La volonté de travailler encore et toujours ses morceaux pousse Dominique A à renouveler complètement ses arrangements quand il monte sur scène. Non seulement ses chansons changent alors franchement d'aspect (ainsi le caractère instrumental de L'Horizon a disparu au profit d'un son très électrique dans la tournée qui a suivi et dont Sur nos forces motrices est la trace), mais, en plus, les tournées ne se ressemblent pas entre elles. Rien de démagogique dans un concert de Dominique A. S'il a des admirateurs, il ne se contente pas de leur proposer un moment d'intense communion en répétant avec eux des chansons immuables.

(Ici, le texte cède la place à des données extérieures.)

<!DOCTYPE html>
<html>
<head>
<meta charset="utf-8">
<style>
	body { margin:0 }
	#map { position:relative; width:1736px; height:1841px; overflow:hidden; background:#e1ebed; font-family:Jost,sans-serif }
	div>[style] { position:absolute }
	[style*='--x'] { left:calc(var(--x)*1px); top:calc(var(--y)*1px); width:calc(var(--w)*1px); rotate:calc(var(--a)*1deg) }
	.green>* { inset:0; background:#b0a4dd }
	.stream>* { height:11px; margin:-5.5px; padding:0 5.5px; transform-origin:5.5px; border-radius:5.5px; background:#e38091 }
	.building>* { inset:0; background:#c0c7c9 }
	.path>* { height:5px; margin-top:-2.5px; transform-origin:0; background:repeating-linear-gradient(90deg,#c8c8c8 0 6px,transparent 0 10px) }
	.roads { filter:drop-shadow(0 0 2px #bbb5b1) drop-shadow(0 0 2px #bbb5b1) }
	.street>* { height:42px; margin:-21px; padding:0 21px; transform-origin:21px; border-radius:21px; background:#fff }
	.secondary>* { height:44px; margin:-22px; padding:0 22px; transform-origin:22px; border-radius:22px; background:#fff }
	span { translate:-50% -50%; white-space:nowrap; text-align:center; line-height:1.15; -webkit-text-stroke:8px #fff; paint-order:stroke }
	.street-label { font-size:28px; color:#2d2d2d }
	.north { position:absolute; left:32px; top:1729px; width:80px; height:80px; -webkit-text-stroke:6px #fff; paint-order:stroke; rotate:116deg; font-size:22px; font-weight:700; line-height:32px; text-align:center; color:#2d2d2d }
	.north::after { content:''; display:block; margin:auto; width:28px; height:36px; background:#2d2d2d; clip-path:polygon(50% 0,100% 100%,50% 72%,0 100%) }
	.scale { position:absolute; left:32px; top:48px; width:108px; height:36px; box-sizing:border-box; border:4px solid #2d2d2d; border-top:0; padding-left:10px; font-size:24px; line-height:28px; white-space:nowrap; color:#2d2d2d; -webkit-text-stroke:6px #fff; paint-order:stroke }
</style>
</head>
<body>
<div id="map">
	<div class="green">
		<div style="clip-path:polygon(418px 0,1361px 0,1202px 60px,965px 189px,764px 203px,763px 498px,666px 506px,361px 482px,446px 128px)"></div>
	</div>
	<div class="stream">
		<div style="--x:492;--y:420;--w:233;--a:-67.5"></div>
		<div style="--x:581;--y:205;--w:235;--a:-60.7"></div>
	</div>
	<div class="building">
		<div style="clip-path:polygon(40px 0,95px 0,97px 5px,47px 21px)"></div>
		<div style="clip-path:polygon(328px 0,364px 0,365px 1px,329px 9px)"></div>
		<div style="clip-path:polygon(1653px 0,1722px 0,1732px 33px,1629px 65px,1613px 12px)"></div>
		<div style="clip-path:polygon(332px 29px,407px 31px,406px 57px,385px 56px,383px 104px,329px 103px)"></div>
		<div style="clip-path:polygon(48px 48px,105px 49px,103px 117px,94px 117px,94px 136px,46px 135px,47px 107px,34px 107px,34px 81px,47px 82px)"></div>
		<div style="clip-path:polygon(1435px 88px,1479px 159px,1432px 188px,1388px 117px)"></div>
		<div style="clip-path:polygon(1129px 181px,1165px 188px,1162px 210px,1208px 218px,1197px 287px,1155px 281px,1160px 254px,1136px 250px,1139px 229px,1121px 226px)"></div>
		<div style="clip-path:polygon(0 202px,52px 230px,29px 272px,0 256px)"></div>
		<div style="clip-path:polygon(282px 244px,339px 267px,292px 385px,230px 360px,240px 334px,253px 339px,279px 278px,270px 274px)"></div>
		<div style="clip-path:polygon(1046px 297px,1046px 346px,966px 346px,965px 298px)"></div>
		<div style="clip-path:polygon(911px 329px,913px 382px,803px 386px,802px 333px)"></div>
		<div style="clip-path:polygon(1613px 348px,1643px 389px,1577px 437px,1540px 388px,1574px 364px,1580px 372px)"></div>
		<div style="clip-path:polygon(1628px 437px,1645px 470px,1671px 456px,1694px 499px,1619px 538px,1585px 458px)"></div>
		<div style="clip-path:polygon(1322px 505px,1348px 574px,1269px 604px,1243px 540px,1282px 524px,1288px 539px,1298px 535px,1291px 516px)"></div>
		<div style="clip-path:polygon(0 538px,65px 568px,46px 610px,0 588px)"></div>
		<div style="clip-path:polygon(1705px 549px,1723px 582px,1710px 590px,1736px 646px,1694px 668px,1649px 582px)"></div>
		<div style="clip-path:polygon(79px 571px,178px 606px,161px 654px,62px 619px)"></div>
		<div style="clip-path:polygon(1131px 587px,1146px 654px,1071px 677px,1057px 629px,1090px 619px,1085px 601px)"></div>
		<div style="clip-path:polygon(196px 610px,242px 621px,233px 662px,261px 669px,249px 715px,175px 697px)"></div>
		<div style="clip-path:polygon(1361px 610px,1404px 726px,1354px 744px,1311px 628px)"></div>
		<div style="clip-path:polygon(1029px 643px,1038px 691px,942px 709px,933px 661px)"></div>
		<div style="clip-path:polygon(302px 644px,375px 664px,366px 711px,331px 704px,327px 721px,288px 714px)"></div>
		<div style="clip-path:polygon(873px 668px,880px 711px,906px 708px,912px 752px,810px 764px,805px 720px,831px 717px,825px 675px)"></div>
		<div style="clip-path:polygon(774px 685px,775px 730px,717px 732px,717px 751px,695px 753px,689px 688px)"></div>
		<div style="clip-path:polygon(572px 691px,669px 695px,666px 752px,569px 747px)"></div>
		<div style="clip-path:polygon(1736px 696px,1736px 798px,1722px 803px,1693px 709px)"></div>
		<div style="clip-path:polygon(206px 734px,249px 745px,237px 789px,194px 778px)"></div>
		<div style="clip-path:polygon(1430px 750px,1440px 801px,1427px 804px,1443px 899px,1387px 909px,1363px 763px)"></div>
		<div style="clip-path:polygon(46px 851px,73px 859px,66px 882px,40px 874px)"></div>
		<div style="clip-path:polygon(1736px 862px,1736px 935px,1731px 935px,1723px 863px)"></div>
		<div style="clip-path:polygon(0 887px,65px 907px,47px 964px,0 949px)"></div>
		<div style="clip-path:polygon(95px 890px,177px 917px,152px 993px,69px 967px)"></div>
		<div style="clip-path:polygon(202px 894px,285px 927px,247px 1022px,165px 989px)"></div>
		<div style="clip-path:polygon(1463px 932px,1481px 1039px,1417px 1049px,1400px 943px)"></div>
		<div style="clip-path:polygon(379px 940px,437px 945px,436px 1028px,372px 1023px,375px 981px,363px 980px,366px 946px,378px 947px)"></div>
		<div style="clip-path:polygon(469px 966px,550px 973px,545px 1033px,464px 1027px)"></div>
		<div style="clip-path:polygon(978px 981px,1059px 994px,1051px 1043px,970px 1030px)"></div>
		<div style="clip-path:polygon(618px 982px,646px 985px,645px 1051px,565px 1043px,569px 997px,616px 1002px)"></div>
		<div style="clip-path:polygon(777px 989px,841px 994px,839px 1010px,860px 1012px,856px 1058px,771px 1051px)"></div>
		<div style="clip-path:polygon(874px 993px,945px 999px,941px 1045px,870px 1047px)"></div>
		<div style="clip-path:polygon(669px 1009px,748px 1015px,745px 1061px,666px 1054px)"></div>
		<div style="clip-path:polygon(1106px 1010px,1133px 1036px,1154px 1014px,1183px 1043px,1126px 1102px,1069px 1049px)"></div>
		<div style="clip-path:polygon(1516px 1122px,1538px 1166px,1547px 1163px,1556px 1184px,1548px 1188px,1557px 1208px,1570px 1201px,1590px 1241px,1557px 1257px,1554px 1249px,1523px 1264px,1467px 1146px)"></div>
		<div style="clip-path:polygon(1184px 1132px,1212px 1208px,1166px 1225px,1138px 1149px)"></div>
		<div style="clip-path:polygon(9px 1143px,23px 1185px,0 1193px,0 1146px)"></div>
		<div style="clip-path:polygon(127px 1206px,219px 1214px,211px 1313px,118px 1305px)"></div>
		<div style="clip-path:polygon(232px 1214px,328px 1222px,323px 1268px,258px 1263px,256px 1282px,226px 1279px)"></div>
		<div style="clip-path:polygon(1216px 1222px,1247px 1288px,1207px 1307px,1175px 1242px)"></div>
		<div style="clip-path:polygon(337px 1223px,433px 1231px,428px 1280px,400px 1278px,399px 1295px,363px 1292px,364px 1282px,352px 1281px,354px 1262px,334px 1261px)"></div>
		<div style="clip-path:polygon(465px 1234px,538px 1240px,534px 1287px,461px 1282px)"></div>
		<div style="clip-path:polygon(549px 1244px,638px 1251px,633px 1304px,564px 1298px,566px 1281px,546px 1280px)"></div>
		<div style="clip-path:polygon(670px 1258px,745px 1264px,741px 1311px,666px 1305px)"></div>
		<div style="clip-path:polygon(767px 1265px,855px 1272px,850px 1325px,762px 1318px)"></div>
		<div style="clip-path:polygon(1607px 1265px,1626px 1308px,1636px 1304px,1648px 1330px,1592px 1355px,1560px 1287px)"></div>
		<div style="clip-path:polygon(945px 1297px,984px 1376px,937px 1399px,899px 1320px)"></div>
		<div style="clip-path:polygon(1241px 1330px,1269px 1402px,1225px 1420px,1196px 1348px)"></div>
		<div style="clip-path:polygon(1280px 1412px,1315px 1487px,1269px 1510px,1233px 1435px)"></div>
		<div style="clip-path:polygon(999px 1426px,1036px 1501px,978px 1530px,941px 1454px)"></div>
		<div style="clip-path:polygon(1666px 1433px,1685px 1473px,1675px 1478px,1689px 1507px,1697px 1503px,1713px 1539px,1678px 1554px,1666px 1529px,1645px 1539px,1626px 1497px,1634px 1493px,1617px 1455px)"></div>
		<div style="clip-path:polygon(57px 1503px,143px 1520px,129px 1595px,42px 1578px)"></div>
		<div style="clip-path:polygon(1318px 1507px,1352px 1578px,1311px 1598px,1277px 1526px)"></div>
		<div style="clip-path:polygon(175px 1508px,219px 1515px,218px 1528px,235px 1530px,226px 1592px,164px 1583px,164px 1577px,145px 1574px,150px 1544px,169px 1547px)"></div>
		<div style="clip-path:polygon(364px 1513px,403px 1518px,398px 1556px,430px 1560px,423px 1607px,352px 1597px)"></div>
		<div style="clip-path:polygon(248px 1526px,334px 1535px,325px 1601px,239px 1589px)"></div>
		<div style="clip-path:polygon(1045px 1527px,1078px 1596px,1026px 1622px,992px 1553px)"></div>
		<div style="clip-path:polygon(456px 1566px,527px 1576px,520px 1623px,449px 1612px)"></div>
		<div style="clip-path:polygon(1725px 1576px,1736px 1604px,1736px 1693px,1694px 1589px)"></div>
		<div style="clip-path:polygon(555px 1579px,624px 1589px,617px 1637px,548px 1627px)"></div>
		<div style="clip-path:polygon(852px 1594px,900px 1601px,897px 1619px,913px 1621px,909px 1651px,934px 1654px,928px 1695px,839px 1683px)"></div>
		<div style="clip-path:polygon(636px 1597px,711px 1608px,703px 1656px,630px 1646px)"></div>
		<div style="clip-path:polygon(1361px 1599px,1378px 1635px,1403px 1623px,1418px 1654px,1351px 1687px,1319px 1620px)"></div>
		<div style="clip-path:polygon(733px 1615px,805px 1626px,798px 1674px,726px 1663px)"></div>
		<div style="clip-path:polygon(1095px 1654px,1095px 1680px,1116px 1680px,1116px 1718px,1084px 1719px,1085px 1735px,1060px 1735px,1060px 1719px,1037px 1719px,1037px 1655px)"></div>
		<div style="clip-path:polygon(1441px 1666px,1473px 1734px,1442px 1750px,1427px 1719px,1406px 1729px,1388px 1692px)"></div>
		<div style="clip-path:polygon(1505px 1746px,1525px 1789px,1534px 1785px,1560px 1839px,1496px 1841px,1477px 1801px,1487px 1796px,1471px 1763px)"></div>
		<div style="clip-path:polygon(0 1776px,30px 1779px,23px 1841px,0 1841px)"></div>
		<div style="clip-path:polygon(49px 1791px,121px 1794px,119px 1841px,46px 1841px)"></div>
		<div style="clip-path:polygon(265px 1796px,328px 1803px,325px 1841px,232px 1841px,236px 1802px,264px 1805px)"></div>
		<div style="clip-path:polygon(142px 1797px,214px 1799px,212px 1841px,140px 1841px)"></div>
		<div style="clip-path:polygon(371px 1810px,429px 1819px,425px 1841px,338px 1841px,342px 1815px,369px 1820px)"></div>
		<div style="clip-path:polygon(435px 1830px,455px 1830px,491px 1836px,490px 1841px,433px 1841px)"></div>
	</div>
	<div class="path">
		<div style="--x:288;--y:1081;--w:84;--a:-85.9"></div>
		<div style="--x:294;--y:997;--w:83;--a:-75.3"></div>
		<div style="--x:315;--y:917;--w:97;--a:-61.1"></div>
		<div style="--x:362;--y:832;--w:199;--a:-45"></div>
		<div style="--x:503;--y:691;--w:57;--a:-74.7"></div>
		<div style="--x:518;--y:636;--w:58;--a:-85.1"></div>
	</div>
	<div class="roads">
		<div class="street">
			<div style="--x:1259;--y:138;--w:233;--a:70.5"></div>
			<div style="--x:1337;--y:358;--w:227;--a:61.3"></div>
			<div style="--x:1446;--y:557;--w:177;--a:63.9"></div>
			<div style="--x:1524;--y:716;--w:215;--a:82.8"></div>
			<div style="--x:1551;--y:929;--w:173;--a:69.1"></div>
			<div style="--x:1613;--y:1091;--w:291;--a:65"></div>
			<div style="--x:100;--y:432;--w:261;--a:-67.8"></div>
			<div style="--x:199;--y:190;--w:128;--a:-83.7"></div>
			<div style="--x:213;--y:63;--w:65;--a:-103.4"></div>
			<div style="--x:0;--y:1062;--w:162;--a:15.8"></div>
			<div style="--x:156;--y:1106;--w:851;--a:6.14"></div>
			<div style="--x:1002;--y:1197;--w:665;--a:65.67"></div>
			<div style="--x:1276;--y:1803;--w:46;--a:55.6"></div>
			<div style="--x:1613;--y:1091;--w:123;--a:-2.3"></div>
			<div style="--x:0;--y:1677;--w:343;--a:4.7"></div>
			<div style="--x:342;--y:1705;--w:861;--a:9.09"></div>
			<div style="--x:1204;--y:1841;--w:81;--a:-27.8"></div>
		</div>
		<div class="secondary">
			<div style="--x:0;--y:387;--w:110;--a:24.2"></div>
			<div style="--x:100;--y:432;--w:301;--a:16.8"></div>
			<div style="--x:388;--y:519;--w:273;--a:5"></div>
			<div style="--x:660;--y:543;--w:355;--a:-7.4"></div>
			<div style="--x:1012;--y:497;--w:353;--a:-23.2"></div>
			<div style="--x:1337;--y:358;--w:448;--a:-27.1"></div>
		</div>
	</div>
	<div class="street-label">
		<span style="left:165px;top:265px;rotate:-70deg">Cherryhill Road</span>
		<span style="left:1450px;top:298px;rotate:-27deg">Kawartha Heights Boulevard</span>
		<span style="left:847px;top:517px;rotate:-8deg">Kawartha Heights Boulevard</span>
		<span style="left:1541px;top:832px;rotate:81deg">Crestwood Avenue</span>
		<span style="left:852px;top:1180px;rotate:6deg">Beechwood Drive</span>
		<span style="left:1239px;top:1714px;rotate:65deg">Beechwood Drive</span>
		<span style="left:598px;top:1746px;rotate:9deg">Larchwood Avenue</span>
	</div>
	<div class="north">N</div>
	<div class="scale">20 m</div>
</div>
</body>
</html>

Enfin, ajoutons que le caractère expérimental des compositions de Dominique A est particulièrement manifeste dans le cas de La Musique : les amateurs ont le choix entre le disque simple ou un double disque, un second volet, intitulé La Matière, s'ajoutant alors au premier. Ce second volet est présenté comme plus difficile : « Sur mes albums, je me suis toujours senti obligé de glisser l'un ou l'autre morceau tordu pour les fans, ce qui avait tendance à plomber l'ensemble. Cette fois, j'ai pris une autre option. La Musique file tout droit et ne décroche jamais. Sur La Matière, j'ai compilé les chansons les plus sinueuses. » 4
1 Voici sa discographie : La Fossette (1992), Si je connais Harry (1993), La Mémoire neuve (1995), Remué (1999), Auguri (2001), Tout sera comme avant (2004), L'Horizon (2006). À quoi s'ajoute le DVD d'un spectacle enregistré aux Bouffes du Nord en 2004, un CD enregistré en public également (Sur nos forces motrices, 2007) et un coffret de quatre disques reprenant des chansons de jeunesse et des chansons expérimentales plus ou moins inachevées (Les Sons cardinaux, 2008). 2 Signalons que ce titre a peut-être pour but de libérer Dominique A d'une des images qui l'accompagnent : celle de chanteur des écrivains. Les liens qu'il entretient avec la littérature sont en effet nombreux. Deux recueils de nouvelles contemporains portent un titre faisant référence à l'une ses chansons (Olivier Adam, Passer l'hiver, L'Olivier, 2004 et Brigitte Giraud, L'amour est très surestimé, Stock, 2007, Goncourt de la nouvelle). Le chanteur officiait il y a peu comme critique littéraire ; il a rédigé la préface d'un roman traduit du danois (Jorgen-Frantz Jacobsen, Barbara, Actes Sud, 2009) ; il a coordonné un recueil de textes inspirés d'un de ses albums (Dominique A et 16 écrivains, Tout sera comme avant, L'Olivier, 2004), ce qui a donné lieu à une chanson collage dans un complément à cet album ; il a réalisé l'accompagnement musical d'un cd récent consacré à l'écrivain Hervé Guibert (Hervé Guibert, L'Écrivain-photographe, Naïve, 2009), etc... 3 Propos recueillis par Laurent Grenier, « Dominique A. Manifeste anti-folk », dans Rifraf, n°150, mai 2009, p. 18. 4 J. Co., « Surplus d'humanité », dans Télémoustique, 15 avril 2009, p. 41.